At each configuration (or waypoint) of the robotic manipulator 221, the camera 216 captures an image of the calibration object 242 in the workspace. As mentioned in the description of the setup, the calibration object 242 may be a fiducial marker, as shown in Figure 2. For example, the fiducial marker might be one of an ARTag, AprilTag, Arllco or STag marker. Compared to known calibration methods, the ability to use a single calibration object, e.g. fiducial marker, in the present method 400 simplifies the process of calibration, for example when compared to methods involving multiple calibration objects and corresponding waypoints for the robotic manipulator.

The captured images are processed 402 to obtain respective first object positions of the calibration object 242 relative to the camera 216. In some examples, processing 402 the images involves performing computer vision techniques to detect and locate the calibration object.

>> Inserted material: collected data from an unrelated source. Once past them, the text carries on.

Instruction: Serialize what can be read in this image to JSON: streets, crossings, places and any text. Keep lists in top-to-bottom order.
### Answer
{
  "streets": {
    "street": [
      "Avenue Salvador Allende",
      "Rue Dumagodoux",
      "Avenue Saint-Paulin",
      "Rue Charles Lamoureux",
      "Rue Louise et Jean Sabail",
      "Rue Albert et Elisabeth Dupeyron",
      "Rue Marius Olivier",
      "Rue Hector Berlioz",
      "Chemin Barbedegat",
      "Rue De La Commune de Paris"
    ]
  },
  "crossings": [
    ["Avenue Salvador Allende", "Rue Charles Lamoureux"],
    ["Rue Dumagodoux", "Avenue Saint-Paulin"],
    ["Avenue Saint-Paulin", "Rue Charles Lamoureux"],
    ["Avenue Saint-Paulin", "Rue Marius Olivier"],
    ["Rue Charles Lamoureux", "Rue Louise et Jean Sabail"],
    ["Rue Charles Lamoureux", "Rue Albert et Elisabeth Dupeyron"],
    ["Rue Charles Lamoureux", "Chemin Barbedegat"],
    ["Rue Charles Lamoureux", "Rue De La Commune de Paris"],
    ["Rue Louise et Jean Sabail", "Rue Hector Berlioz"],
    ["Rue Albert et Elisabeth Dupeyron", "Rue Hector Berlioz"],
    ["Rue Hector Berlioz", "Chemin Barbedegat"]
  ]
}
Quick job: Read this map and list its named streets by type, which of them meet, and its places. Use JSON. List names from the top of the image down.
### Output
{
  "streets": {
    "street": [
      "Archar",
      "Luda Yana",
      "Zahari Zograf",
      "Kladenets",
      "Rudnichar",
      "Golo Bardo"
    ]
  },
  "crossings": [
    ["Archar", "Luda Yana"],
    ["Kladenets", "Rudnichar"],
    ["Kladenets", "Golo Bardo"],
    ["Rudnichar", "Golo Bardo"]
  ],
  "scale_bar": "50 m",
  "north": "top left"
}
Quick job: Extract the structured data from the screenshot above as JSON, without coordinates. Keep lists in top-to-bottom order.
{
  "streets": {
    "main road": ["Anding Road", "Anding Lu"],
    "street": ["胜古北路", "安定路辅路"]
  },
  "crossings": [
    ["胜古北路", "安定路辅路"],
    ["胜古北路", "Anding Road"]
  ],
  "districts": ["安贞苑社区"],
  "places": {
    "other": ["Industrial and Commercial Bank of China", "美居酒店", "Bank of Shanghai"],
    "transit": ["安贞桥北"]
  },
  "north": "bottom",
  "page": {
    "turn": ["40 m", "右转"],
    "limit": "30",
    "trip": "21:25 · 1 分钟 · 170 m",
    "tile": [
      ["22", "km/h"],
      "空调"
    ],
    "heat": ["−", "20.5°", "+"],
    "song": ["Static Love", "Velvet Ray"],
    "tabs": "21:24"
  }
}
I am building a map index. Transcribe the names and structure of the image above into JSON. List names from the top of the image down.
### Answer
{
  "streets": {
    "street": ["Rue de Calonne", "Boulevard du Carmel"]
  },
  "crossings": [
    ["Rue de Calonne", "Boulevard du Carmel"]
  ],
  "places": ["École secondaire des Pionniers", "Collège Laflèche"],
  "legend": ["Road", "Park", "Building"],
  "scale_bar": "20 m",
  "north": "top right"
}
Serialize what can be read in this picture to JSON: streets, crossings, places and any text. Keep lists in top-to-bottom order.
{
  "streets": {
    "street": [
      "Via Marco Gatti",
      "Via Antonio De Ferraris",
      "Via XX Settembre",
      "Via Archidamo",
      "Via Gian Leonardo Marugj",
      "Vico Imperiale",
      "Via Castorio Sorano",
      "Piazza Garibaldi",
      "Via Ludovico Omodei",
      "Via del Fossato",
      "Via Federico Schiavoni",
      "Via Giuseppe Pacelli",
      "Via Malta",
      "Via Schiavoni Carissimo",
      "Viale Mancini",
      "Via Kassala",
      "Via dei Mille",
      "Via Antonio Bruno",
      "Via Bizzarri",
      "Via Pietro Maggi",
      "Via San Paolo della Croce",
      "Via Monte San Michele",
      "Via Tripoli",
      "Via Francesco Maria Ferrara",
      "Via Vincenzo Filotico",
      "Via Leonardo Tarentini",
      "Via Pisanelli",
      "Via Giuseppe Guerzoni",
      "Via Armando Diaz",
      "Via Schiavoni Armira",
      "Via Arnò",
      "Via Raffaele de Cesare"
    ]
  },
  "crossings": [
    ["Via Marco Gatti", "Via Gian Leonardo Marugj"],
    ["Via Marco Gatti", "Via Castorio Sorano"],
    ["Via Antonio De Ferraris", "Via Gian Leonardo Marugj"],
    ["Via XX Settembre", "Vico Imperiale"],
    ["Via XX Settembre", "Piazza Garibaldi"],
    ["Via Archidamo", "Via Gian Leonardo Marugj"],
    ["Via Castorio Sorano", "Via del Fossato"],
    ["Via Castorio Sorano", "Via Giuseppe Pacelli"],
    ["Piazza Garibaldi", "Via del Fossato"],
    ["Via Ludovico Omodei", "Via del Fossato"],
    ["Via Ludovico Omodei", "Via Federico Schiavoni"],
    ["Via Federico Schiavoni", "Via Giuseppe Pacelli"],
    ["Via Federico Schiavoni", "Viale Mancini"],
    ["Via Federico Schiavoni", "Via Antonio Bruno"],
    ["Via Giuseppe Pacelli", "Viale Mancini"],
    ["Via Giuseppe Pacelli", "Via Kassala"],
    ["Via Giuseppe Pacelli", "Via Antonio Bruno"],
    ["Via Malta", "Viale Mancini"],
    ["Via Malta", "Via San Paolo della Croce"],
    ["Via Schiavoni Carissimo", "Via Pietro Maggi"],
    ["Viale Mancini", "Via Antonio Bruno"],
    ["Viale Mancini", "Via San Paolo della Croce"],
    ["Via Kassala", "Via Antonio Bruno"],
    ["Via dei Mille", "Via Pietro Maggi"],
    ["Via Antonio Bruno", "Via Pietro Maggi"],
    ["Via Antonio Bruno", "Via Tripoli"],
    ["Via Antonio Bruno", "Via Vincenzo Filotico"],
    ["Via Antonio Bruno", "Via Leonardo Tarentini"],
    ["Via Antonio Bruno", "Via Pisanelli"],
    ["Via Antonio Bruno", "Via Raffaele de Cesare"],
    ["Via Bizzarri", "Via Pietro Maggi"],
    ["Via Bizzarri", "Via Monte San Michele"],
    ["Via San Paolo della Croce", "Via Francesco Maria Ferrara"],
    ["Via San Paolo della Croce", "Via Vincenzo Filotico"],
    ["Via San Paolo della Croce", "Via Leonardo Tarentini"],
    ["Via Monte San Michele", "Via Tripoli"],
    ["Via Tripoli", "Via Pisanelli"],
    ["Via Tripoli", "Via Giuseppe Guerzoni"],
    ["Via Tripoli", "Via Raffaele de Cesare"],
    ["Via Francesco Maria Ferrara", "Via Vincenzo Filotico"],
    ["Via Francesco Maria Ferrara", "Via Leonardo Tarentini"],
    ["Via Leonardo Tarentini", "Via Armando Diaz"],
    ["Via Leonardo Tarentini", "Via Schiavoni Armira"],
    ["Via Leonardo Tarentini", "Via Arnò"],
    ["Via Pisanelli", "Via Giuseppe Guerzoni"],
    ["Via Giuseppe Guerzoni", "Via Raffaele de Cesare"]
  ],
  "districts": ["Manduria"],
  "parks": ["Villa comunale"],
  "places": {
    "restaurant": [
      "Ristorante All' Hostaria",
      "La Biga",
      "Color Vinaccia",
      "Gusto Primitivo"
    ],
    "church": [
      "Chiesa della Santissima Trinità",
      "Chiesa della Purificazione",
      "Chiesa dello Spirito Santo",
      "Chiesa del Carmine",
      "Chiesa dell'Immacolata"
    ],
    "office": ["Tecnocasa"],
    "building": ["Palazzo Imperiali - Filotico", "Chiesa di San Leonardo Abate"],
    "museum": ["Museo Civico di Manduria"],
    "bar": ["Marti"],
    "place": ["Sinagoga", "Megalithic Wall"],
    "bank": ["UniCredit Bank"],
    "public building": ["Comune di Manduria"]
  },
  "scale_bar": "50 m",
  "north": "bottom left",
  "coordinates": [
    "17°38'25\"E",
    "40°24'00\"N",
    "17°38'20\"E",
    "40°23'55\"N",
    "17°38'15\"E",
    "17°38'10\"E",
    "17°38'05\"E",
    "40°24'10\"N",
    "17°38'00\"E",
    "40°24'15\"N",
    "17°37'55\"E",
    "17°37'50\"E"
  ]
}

For example, where the calibration object is a two-dimensional barcode “tag” fiducial marker, a sequence of line detection and rectangle or quad detection may be used to detect the tag in the images. Such computer vision techniques may be employed by a detector system designed for a particular type or version of the calibration object used, for example. In such examples, a size of the calibration object, e.g. tag, may be inputted to the detector for determining its pose in the scene. In certain examples, processing 402 the images involves performing object detection to detect the calibration object in each of the images. For example, an object detection model (e.g. neural network) may be trained to detect whether a given type of calibration object is present in a given image. Processing the images may, additionally or alternatively, involve performing position estimation based on the detected calibration object in each of the images to determine the respective first object positions. In examples in which a trained neural network model is employed to detect the calibration object, the neural network model may also be configured to determine a pose of the calibration object in the images.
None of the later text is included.